I do not wish to pause too long here because the next few paragraphs are extraordinary. Fr. Matta writes: “Honing one’s soul is a delicate and serious operation that requires faithful discernment. In practicing lowliness, man should learn how to stop at the level that is proper to his soul.” He explains further that one of the dangers of contrition is that we can engage in hypocrisy “under the pretense of humility”, e.g. pretending to be weak when we are not so weak, etc. Hence, we are to confine our spiritual sight (as St. Paul calls it), “with discernment and balance, within the limits of the gifts that Christ has apportioned to us”. We should not deny God’s grace and work in us, ambitiously portraying ourselves to be below the level of gift and faith we have been given. If we do this, our soul will lose contact with God and “faith will then shrink, and grace will withdraw”. It is true and authentic contrition that “leads to true contact with God and to the fullness of grace”. Contrition is “a reality to be lived out”. Fr. Matta acknowledged that his descriptions of it sound dreadful: “Words about it are as bitter as gall, but its taste is sweeter than honey.” 

  1. You might wonder why I described these paragraphs as “extraordinary”. Perhaps as much for the questions they open up as for the answers they give.
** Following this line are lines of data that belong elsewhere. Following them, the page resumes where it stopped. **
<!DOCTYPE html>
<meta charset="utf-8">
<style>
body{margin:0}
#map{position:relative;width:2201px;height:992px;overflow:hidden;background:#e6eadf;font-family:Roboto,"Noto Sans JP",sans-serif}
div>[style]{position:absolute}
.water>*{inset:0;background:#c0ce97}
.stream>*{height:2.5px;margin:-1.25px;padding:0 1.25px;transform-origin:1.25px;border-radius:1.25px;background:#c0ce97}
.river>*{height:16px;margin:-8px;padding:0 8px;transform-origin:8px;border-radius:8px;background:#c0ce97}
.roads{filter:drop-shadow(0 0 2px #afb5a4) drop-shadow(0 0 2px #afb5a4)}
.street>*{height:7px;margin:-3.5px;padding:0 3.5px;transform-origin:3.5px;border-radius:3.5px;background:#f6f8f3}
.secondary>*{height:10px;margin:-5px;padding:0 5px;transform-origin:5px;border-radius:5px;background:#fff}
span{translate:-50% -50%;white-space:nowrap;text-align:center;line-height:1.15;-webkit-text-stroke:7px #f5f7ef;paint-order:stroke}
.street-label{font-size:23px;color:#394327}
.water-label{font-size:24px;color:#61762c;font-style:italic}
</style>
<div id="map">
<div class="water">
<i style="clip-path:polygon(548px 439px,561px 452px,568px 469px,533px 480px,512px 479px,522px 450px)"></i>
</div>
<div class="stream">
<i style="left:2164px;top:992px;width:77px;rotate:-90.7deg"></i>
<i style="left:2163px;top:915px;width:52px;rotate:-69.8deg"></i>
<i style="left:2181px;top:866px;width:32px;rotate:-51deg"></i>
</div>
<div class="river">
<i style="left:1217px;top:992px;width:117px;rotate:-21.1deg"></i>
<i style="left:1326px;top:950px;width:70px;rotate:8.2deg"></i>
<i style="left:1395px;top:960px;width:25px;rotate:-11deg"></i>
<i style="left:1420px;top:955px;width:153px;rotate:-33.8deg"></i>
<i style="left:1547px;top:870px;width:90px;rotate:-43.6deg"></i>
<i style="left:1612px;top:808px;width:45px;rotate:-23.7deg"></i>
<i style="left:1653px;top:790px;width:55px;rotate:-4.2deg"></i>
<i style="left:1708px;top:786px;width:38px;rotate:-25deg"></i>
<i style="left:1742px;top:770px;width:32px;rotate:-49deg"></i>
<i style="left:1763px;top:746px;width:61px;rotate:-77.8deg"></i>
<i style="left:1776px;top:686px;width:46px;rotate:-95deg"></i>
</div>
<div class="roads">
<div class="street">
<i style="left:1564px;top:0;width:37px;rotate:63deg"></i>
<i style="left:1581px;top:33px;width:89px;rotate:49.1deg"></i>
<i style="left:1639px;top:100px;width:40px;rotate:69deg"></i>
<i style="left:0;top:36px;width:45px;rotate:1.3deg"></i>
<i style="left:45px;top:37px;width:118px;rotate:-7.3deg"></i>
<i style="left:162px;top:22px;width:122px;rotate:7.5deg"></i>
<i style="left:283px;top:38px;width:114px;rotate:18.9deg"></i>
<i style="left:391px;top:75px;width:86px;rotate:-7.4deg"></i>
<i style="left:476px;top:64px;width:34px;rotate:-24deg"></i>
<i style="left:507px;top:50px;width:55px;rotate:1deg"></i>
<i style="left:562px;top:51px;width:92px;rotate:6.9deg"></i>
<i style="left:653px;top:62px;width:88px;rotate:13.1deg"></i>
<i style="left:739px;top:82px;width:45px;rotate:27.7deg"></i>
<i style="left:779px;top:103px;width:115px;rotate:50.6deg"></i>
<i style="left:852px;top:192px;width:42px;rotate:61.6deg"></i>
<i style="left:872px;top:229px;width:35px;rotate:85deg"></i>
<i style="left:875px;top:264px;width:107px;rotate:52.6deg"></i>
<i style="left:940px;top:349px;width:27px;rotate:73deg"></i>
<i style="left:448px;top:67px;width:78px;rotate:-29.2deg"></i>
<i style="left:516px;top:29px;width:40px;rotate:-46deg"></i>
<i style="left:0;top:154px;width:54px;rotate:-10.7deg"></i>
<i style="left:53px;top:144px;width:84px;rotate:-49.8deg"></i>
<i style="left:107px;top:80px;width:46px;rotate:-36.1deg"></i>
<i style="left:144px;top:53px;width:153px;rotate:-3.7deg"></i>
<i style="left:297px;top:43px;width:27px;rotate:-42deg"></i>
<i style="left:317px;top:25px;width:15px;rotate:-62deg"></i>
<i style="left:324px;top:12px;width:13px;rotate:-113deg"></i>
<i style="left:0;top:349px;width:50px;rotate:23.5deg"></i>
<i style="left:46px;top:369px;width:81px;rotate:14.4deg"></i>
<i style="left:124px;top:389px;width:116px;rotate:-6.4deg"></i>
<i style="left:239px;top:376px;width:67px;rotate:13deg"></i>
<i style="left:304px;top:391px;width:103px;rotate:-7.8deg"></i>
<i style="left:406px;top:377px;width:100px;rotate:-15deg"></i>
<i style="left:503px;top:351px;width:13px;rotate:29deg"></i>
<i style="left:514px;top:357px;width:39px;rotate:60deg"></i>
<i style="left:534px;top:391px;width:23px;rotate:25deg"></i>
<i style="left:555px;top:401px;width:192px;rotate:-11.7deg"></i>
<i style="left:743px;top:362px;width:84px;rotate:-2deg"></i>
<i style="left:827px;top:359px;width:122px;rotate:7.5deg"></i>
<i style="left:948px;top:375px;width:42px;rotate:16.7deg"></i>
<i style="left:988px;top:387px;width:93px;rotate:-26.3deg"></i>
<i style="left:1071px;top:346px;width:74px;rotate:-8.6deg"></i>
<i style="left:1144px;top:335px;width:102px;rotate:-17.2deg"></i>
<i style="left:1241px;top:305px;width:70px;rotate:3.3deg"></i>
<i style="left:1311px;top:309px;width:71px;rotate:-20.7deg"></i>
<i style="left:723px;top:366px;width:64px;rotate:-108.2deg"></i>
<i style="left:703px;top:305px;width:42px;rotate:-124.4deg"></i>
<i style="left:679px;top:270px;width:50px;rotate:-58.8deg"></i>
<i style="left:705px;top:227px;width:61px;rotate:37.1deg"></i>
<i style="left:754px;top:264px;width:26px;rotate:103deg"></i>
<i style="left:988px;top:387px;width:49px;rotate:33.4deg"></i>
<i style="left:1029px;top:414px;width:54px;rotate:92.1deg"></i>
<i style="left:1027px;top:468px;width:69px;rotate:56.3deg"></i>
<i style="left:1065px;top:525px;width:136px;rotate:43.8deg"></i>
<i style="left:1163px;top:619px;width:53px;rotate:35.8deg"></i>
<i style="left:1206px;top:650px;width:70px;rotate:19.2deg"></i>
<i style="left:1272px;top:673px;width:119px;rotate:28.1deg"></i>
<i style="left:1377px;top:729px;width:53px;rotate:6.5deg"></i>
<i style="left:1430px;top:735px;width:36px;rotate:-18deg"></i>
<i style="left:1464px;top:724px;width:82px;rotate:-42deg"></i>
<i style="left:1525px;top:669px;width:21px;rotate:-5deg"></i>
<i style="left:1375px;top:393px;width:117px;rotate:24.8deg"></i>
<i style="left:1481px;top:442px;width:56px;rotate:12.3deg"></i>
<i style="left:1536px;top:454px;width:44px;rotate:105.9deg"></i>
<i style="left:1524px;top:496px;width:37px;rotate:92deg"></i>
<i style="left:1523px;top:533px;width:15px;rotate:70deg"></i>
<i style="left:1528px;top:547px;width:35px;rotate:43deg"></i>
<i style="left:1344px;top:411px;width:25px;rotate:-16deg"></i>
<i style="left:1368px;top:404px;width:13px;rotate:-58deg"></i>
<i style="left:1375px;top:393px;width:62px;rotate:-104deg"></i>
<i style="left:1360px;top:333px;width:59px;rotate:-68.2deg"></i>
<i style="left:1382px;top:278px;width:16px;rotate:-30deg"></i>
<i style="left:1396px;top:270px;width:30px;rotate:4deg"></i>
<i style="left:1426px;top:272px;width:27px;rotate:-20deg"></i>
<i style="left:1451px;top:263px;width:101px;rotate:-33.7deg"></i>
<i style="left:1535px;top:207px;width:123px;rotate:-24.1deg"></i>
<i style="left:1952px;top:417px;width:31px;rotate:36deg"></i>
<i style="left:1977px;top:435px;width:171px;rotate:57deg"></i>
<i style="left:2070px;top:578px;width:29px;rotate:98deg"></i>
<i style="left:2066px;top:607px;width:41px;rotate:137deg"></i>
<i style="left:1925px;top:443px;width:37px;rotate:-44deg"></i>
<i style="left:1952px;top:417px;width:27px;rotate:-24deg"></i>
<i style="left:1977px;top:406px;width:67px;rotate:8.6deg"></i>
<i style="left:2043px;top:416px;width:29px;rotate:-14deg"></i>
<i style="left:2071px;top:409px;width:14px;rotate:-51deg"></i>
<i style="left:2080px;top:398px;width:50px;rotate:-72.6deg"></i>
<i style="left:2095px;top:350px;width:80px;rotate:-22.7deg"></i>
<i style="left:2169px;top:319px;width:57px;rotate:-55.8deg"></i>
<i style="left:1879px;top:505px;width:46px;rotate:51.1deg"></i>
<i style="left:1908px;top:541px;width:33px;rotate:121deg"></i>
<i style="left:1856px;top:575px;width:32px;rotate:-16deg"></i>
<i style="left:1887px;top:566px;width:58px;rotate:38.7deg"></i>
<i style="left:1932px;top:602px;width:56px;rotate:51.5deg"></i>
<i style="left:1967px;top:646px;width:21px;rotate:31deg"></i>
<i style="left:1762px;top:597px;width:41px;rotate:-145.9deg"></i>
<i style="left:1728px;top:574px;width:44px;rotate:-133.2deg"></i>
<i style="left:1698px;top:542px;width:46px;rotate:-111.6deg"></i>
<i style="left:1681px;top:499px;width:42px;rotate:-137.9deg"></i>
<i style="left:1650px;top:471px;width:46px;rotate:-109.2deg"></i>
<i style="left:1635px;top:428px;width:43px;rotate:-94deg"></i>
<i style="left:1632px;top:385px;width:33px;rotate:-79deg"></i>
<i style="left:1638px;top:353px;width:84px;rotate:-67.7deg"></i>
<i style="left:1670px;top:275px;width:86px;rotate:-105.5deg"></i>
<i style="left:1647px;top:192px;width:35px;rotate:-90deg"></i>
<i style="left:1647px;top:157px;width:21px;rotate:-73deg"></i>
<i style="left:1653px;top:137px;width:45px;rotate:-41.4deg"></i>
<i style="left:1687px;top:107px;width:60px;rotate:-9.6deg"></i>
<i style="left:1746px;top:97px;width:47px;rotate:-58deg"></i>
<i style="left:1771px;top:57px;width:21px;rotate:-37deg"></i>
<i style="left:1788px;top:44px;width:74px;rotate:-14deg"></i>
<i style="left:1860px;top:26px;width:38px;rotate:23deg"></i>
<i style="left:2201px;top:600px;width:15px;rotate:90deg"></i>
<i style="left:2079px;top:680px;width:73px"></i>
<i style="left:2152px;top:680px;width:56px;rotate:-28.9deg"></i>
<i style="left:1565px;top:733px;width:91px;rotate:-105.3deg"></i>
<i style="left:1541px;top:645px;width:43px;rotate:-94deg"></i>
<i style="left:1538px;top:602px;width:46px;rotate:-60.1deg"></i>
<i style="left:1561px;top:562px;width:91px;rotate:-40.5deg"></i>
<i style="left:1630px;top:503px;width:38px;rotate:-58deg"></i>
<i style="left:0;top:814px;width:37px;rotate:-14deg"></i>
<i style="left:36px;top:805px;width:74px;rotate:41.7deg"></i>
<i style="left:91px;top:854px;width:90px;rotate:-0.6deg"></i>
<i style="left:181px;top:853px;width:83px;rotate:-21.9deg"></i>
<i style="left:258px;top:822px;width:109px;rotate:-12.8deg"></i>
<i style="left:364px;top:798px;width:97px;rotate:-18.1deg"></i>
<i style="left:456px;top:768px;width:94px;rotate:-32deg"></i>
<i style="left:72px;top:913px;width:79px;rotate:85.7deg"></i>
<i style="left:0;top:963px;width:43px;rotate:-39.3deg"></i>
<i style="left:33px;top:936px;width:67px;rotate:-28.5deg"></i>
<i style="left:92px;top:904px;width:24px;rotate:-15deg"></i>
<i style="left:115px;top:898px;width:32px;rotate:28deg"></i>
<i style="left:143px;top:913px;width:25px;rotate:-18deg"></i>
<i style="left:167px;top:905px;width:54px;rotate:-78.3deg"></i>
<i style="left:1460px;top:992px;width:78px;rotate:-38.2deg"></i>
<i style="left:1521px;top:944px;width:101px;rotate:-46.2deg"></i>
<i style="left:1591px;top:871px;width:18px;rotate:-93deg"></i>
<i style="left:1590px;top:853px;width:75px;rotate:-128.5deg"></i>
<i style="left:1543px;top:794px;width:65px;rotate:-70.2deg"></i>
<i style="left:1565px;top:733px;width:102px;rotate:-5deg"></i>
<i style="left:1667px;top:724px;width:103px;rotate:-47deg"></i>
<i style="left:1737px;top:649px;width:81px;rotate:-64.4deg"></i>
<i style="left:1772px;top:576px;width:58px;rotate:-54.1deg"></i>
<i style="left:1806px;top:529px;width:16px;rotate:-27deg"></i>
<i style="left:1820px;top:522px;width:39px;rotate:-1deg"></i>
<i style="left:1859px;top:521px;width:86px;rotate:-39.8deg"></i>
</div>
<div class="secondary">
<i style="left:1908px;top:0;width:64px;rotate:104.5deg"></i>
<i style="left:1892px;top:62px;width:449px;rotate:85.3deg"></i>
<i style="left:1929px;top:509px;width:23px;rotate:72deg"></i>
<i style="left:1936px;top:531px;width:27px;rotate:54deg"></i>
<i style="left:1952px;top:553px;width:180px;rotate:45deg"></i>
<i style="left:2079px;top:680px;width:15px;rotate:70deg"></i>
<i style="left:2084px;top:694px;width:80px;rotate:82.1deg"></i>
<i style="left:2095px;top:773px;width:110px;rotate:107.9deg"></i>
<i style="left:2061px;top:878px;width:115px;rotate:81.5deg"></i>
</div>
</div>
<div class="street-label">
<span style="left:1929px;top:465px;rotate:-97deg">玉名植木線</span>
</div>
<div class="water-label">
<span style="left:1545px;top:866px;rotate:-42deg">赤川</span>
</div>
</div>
I do not know how others experienced it, but for many of us receiving Catholic education years ago, much emphasis was put on both humility and false humility (have the former and not the latter). When one is in second grade, these concepts are very hard to understand! Even in adulthood, for those of us blessed with obsessive minds :-), a potential quagmire exists in such quotes as this delightful one by William Law: “You can have no greater sign of confirmed pride than when you think you are humble enough.”
  2. My reading of this segment is that my humility needs to reach all the way down to my nothingness before God – and therefore is limitless on the one hand. On the other hand, I must gratefully acknowledge God’s gifts and work in me and not pretend that His goodness in me is not good. On the other hand (I must have 3 hands here), I need to faithfully work at my humility while never taking pride in it – for I could never do it properly myself. I am to be always ready for God to “hone” me further, directly or through the circumstances of my life, knowing that it may hurt – but the joy of the healing far exceeds the pain.

There are many questions I could ask – but none of them have answers.

May God continue to bless us on our journey to Him. I welcome any comments or questions you might like to post here for our small community of praying readers.